> **DATASET**
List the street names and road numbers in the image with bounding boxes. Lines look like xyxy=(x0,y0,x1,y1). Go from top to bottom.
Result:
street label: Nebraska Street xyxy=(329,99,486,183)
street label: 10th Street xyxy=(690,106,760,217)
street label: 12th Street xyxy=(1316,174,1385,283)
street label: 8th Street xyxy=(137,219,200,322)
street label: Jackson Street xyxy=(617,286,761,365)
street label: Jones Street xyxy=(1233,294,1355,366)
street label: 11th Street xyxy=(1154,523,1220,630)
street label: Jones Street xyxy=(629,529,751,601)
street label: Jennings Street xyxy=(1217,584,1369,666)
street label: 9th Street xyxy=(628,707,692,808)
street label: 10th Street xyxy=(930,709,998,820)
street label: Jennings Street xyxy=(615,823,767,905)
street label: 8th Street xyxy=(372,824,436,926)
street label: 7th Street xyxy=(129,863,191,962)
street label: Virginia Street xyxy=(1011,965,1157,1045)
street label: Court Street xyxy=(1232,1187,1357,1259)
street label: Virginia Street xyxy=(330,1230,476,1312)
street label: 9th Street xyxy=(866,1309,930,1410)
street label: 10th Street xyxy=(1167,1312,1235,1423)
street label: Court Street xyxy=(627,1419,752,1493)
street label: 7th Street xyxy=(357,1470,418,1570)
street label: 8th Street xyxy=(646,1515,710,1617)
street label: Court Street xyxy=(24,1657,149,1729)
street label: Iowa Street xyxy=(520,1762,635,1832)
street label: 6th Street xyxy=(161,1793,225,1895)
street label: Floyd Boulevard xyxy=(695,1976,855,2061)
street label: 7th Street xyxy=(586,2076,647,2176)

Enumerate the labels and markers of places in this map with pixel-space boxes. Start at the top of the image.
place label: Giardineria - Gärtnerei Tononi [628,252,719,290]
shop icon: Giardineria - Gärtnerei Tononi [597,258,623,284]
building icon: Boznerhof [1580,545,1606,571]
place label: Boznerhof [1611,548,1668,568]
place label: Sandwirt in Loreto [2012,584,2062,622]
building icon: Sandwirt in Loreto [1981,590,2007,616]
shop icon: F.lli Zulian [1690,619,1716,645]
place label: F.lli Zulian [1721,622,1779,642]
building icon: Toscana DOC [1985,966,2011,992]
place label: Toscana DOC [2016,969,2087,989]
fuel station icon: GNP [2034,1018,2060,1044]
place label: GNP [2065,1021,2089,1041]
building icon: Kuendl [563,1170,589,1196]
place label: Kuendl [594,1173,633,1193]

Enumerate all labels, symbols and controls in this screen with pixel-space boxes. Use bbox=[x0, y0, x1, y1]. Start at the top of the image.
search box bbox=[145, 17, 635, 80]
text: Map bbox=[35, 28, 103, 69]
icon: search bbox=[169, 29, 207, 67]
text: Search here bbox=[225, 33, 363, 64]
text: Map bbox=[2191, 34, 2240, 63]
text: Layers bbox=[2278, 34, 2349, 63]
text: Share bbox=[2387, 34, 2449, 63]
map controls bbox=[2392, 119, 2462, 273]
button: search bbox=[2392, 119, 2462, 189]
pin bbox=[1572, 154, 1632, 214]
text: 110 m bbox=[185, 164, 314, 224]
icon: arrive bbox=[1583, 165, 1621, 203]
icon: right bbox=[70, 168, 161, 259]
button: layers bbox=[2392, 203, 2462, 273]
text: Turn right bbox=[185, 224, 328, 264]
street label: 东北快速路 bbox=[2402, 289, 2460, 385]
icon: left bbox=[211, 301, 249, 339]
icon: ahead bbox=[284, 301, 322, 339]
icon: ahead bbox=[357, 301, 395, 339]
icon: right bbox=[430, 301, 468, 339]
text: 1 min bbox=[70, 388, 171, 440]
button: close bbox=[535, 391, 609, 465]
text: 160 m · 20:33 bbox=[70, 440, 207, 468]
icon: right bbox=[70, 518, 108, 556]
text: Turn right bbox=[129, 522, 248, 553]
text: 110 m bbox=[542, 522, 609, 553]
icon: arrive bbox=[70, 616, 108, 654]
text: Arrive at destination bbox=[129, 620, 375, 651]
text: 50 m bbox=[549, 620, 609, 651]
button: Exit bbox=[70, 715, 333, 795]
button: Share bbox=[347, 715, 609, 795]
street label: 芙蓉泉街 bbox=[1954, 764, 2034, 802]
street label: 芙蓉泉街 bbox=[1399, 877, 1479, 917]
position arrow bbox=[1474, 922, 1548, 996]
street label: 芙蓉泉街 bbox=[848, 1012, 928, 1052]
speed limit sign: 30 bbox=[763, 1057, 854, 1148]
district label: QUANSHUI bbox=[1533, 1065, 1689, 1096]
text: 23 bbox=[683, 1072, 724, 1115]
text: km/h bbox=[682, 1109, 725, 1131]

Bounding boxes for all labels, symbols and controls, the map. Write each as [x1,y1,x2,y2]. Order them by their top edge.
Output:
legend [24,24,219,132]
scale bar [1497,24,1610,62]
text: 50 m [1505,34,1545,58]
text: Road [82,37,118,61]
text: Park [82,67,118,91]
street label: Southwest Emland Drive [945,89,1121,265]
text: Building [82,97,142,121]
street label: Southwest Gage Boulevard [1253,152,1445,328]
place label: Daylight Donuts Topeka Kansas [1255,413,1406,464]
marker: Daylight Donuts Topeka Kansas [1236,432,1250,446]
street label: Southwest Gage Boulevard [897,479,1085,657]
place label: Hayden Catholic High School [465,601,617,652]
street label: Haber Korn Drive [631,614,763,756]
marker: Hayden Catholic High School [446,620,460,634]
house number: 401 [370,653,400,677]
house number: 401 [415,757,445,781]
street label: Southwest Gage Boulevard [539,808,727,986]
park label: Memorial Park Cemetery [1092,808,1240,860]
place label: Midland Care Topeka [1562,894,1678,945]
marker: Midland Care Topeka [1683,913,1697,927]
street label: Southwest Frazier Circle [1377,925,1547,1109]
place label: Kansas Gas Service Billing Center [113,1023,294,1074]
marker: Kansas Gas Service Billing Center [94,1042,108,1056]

> **WHAT YOU ARE ASKED TO DO**
For this exercise, copy every line of the data that holds "with".

> **SOLUTION TO THIS EXERCISE**
List the street names and road numbers in the image with bounding boxes. Lines look like xyxy=(x0,y0,x1,y1). Go from top to bottom.
Enumerate the labels and markers of places in this map with pixel-space boxes. Start at the top of the image.
Enumerate all labels, symbols and controls in this screen with pixel-space boxes. Use bbox=[x0, y0, x1, y1]. Start at the top of the image.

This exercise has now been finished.